◆ TASK DETAILS ◆
Every record that follows is to be copied exactly, with the pictures omitted.

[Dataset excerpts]

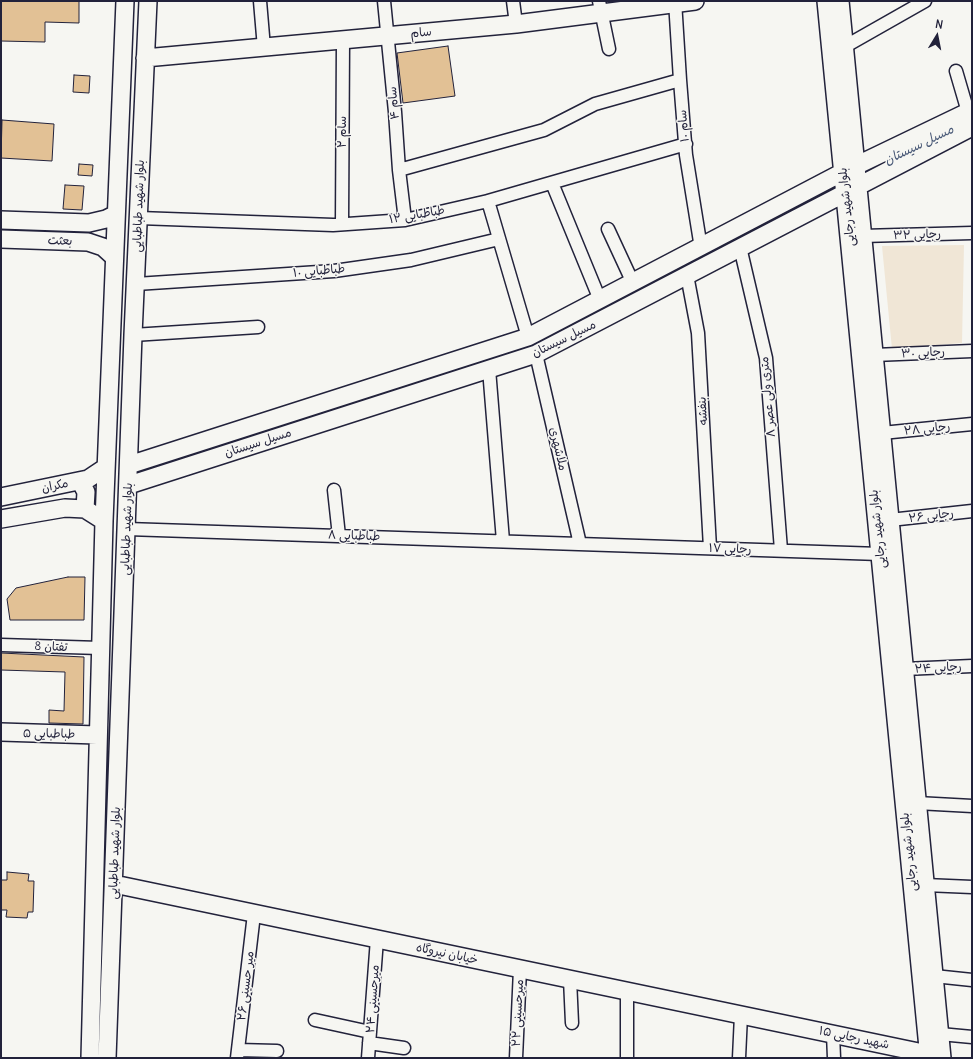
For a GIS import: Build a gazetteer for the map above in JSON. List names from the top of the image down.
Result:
{
  "streets": {
    "main road": [
      "سام",
      "بلوار شهید طباطبایی",
      "بلوار شهید رجایی",
      "بعثت",
      "مسیل سیستان",
      "مکران",
      "طباطبایی ۵",
      "خیابان نیروگاه",
      "شهید رجایی ۱۵"
    ],
    "street": [
      "سام ۴",
      "سام ۱۰",
      "سام ۲",
      "طباطبایی ۱۲",
      "رجایی ۳۲",
      "طباطبایی ۱۰",
      "رجایی ۳۰",
      "۸ متری ولی عصر",
      "بنفشه",
      "رجایی ۲۸",
      "ملاشهری",
      "رجایی ۲۶",
      "طباطبایی ۸",
      "رجایی ۱۷",
      "تفتان 8",
      "رجایی ۲۴",
      "میر حسینی ۲۶",
      "میرحسینی ۲۴",
      "میرحسینی ۲۲"
    ]
  },
  "crossings": [
    ["سام", "سام ۴"],
    ["سام", "سام ۱۰"],
    ["سام", "سام ۲"],
    ["سام", "بلوار شهید طباطبایی"],
    ["سام ۴", "طباطبایی ۱۲"],
    ["سام ۱۰", "طباطبایی ۱۲"],
    ["سام ۱۰", "مسیل سیستان"],
    ["سام ۲", "طباطبایی ۱۲"],
    ["بلوار شهید طباطبایی", "طباطبایی ۱۲"],
    ["بلوار شهید طباطبایی", "بعثت"],
    ["بلوار شهید طباطبایی", "طباطبایی ۱۰"],
    ["بلوار شهید طباطبایی", "مسیل سیستان"],
    ["بلوار شهید طباطبایی", "مکران"],
    ["بلوار شهید طباطبایی", "طباطبایی ۸"],
    ["بلوار شهید طباطبایی", "تفتان 8"],
    ["بلوار شهید طباطبایی", "طباطبایی ۵"],
    ["بلوار شهید طباطبایی", "خیابان نیروگاه"],
    ["بلوار شهید رجایی", "رجایی ۳۲"],
    ["بلوار شهید رجایی", "مسیل سیستان"],
    ["بلوار شهید رجایی", "رجایی ۳۰"],
    ["بلوار شهید رجایی", "رجایی ۲۸"],
    ["بلوار شهید رجایی", "رجایی ۲۶"],
    ["بلوار شهید رجایی", "رجایی ۱۷"],
    ["بلوار شهید رجایی", "رجایی ۲۴"],
    ["بلوار شهید رجایی", "شهید رجایی ۱۵"],
    ["مسیل سیستان", "۸ متری ولی عصر"],
    ["مسیل سیستان", "بنفشه"],
    ["مسیل سیستان", "ملاشهری"],
    ["۸ متری ولی عصر", "رجایی ۱۷"],
    ["بنفشه", "رجایی ۱۷"],
    ["ملاشهری", "طباطبایی ۸"],
    ["ملاشهری", "رجایی ۱۷"],
    ["طباطبایی ۸", "رجایی ۱۷"],
    ["خیابان نیروگاه", "میر حسینی ۲۶"],
    ["خیابان نیروگاه", "میرحسینی ۲۴"],
    ["خیابان نیروگاه", "میرحسینی ۲۲"],
    ["خیابان نیروگاه", "شهید رجایی ۱۵"]
  ],
  "water": ["مسیل سیستان"],
  "north": "top"
}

◆ RESULT BELOW ◆
For a GIS import: Build a gazetteer for the map above in JSON. List names from the top of the image down.
Result:
{
  "streets": {
    "main road": [
      "سام",
      "بلوار شهید طباطبایی",
      "بلوار شهید رجایی",
      "بعثت",
      "مسیل سیستان",
      "مکران",
      "طباطبایی ۵",
      "خیابان نیروگاه",
      "شهید رجایی ۱۵"
    ],
    "street": [
      "سام ۴",
      "سام ۱۰",
      "سام ۲",
      "طباطبایی ۱۲",
      "رجایی ۳۲",
      "طباطبایی ۱۰",
      "رجایی ۳۰",
      "۸ متری ولی عصر",
      "بنفشه",
      "رجایی ۲۸",
      "ملاشهری",
      "رجایی ۲۶",
      "طباطبایی ۸",
      "رجایی ۱۷",
      "تفتان 8",
      "رجایی ۲۴",
      "میر حسینی ۲۶",
      "میرحسینی ۲۴",
      "میرحسینی ۲۲"
    ]
  },
  "crossings": [
    ["سام", "سام ۴"],
    ["سام", "سام ۱۰"],
    ["سام", "سام ۲"],
    ["سام", "بلوار شهید طباطبایی"],
    ["سام ۴", "طباطبایی ۱۲"],
    ["سام ۱۰", "طباطبایی ۱۲"],
    ["سام ۱۰", "مسیل سیستان"],
    ["سام ۲", "طباطبایی ۱۲"],
    ["بلوار شهید طباطبایی", "طباطبایی ۱۲"],
    ["بلوار شهید طباطبایی", "بعثت"],
    ["بلوار شهید طباطبایی", "طباطبایی ۱۰"],
    ["بلوار شهید طباطبایی", "مسیل سیستان"],
    ["بلوار شهید طباطبایی", "مکران"],
    ["بلوار شهید طباطبایی", "طباطبایی ۸"],
    ["بلوار شهید طباطبایی", "تفتان 8"],
    ["بلوار شهید طباطبایی", "طباطبایی ۵"],
    ["بلوار شهید طباطبایی", "خیابان نیروگاه"],
    ["بلوار شهید رجایی", "رجایی ۳۲"],
    ["بلوار شهید رجایی", "مسیل سیستان"],
    ["بلوار شهید رجایی", "رجایی ۳۰"],
    ["بلوار شهید رجایی", "رجایی ۲۸"],
    ["بلوار شهید رجایی", "رجایی ۲۶"],
    ["بلوار شهید رجایی", "رجایی ۱۷"],
    ["بلوار شهید رجایی", "رجایی ۲۴"],
    ["بلوار شهید رجایی", "شهید رجایی ۱۵"],
    ["مسیل سیستان", "۸ متری ولی عصر"],
    ["مسیل سیستان", "بنفشه"],
    ["مسیل سیستان", "ملاشهری"],
    ["۸ متری ولی عصر", "رجایی ۱۷"],
    ["بنفشه", "رجایی ۱۷"],
    ["ملاشهری", "طباطبایی ۸"],
    ["ملاشهری", "رجایی ۱۷"],
    ["طباطبایی ۸", "رجایی ۱۷"],
    ["خیابان نیروگاه", "میر حسینی ۲۶"],
    ["خیابان نیروگاه", "میرحسینی ۲۴"],
    ["خیابان نیروگاه", "میرحسینی ۲۲"],
    ["خیابان نیروگاه", "شهید رجایی ۱۵"]
  ],
  "water": ["مسیل سیستان"],
  "north": "top"
}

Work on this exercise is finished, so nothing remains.